A recent PBN article made me stop and think. It also brought to mind a few recent walks through Waikīkī, where watching waves lap directly against the sides of hotels felt less like a beachfront resort and more like standing on the deck of a cruise ship. In the PBN piece, attorney Norman Cheng noted that one trend popping up more often in Hawaiʻi real estate deals has nothing to do with interest rates or RevPAR. Sea level rise concerns are now impacting transactions for oceanfront assets.

This concern is not unique to Hawaiʻi. Coastal hotel markets around the world are grappling with similar questions, from rising insurance costs in parts of South Florida to tighter setback and retreat rules in Europe and island destinations that now factor long-term shoreline stability into underwriting.

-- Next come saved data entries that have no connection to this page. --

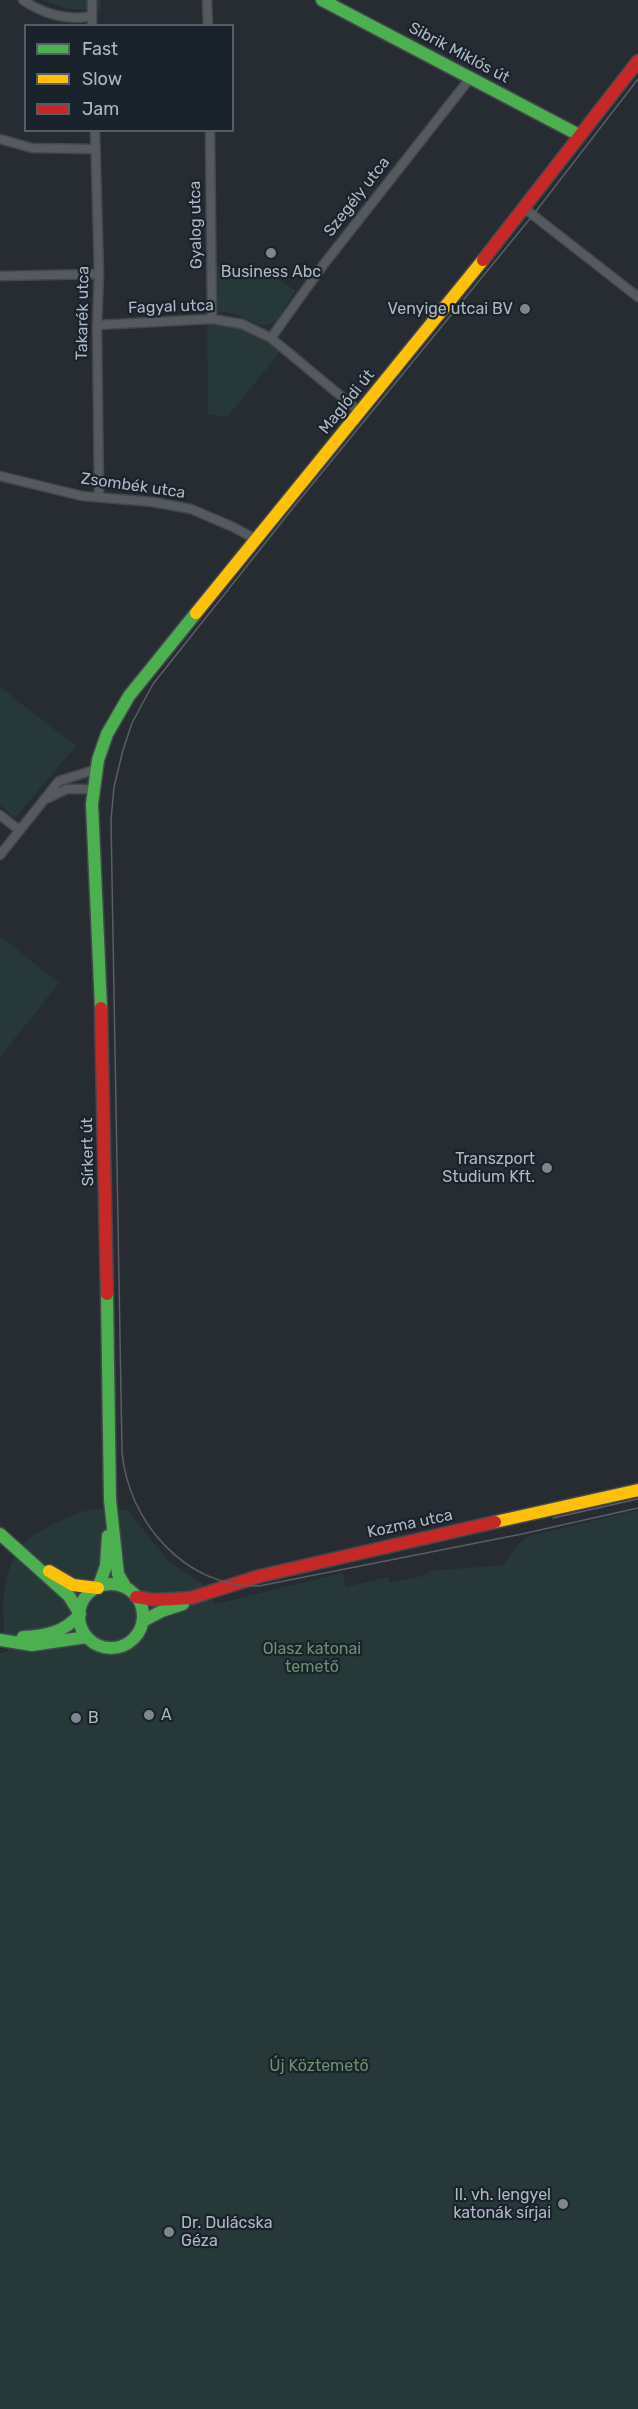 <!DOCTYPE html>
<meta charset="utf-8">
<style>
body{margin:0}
#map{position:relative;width:638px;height:2409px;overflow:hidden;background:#262c31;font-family:Rubik,sans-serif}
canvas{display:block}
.legend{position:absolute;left:24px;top:24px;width:210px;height:108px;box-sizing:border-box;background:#1a222b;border:2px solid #555e68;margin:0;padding:8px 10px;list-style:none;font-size:18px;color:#aeb8c3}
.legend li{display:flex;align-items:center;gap:12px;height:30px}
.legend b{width:30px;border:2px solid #555e68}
</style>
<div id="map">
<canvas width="638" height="2409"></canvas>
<ul class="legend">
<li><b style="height:8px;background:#4caf50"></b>Fast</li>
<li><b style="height:8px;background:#ffc107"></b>Slow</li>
<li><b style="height:8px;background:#c62828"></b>Jam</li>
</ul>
</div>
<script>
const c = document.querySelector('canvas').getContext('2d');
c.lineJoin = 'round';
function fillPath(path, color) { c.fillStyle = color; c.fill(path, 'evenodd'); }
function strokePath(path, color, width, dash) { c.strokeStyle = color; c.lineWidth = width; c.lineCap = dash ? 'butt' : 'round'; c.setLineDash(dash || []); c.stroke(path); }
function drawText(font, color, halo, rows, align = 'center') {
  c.font = font + ' Rubik,sans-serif'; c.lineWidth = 4.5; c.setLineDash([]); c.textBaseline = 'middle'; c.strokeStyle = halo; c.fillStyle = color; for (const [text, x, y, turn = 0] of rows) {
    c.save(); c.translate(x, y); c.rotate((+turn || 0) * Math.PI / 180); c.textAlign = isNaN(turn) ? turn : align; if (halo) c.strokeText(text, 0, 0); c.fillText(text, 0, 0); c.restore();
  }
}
fillPath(new Path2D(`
 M41 0H101L100 11 68 9Z
 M223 263C249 268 275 273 295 291L276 322 263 326 231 313 215 311 216 267Z
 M207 321C242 325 253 329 280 352L227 417 208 414Z
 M0 687 76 746 15 818 0 805Z
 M0 936 59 983 0 1057Z
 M98 1509 128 1510 167 1560 204 1585 215 1604 342 1573 346 1587 388 1577 390 1583 422 1576 430 1571 503 1565 525 1537 638 1510V2409H0V1653L8 1651C0 1617 0 1570 24 1543 34 1534 47 1527 59 1521 73 1515 83 1510 98 1509Z`), '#263838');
const street = new Path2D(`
 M23 0C43 14 68 21 92 16
 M92 0V26
 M207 0 208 26
 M95 130 99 274 97 325 99 496
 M210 130 212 319
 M0 139 32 148 95 149
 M524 208 638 297
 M0 276 99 274
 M97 325 212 319 242 324 271 338 360 412
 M271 338 324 264 471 77
 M0 476 82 496 153 502 191 509 233 527 257 540
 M46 799 67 789H92
 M0 815 19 830
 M0 855 59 781 94 770`);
const fast = new Path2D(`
 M322 0 579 135
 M101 1008 92 804 98 760 107 734 129 696 196 613
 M107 1294 110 1500 118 1574 126 1588
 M0 1534 69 1596 80 1614
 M79 1616a32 32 0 1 1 64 0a32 32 0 1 1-64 0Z
 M98 1588 106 1566 108 1536
 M143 1621 162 1611 183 1604
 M23 1637C46 1636 65 1632 80 1614
 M0 1640 32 1645 87 1637`);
const slow = new Path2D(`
 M196 613 483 260
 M495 1522 638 1490
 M49 1571 73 1585 98 1588`);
const jam = new Path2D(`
 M483 260 638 61
 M101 1008 107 1294
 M136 1597 155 1600 191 1598 260 1576 495 1522`);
strokePath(street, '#44484c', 11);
strokePath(fast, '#44484c', 15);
strokePath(slow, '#44484c', 15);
strokePath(jam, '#44484c', 15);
strokePath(street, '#555a5f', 8);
strokePath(fast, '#4caf50', 12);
strokePath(slow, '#ffc107', 12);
strokePath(jam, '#c62828', 12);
strokePath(new Path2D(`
 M638 79 533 215 297 503 153 684 132 723 123 750 114 787 111 820 122 1452C128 1521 185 1588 259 1586L522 1534 638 1508
 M553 1518 638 1499`), '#595e63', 1.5);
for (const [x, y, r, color] of [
 [271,253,6,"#7e8790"],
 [525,309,6,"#7e8790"],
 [547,1168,6,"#7e8790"],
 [149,1715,6,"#7e8790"],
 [76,1718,6,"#7e8790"],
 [563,2204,6,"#7e8790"],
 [169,2232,6,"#7e8790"]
]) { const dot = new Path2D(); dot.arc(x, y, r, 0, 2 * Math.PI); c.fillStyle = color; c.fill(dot); strokePath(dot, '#1a222b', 2); }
drawText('16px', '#aeb8c3', '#1a222b', [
 ["Sibrik Miklós út",459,53,28],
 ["Szegély utca",357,197,-52],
 ["Gyalog utca",196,225,-91],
 ["Fagyal utca",171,307,-2],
 ["Takarék utca",83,313,-89],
 ["Maglódi út",347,402,-51],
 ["Zsombék utca",133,486,8],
 ["Sírkert út",88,1152,-91],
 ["Kozma utca",410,1524,-12]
]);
drawText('16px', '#aeb8c3', '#1a222b', [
 ["Business Abc",271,272,"center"],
 ["Venyige utcai BV",513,309],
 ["Transzport",535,1159],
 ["Studium Kft.",535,1177],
 ["A",161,1715,"left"],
 ["B",88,1718,"left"],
 ["II. vh. lengyel",551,2195],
 ["katonák sírjai",551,2213],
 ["Dr. Dulácska",181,2223,"left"],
 ["Géza",181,2241,"left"]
], 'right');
drawText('16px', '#68926d', '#1a222b', [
 ["Olasz katonai",312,1649],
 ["temető",312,1667],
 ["Új Köztemető",319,2066]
]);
</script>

What makes this more than a theoretical discussion is the growing reliance on intervention. Waikīkī’s last major beach replenishment wrapped up in 2021, when sand was dredged offshore and placed along Waikiki Beach to restore lost shoreline. The roughly three and a half million dollar project was funded through a public-private partnership between the state and Waikīkī hotels. That effort followed a similar effort in 2012; it is clear that Waikīkī’s beachfront now depends on recurring intervention rather than natural recovery.

You might recall that shoreline protection and beach replenishment were cited as potential uses for the recently approved Green Fee. So far, things have been relatively quiet on how those funds will actually be deployed, even as the need becomes more obvious. And this is not just a Waikīkī issue. Kā‘anapali, Kahana, and many other beaches continue to wrestle with erosion and beaches that are literally disappearing.

This isn’t climate modeling or long-term speculation. It is underwriting, capital planning, and real money. And it is beginning to influence how buyers value some of the world’s most desirable oceanfront hotel assets, Hawaiʻi very much included.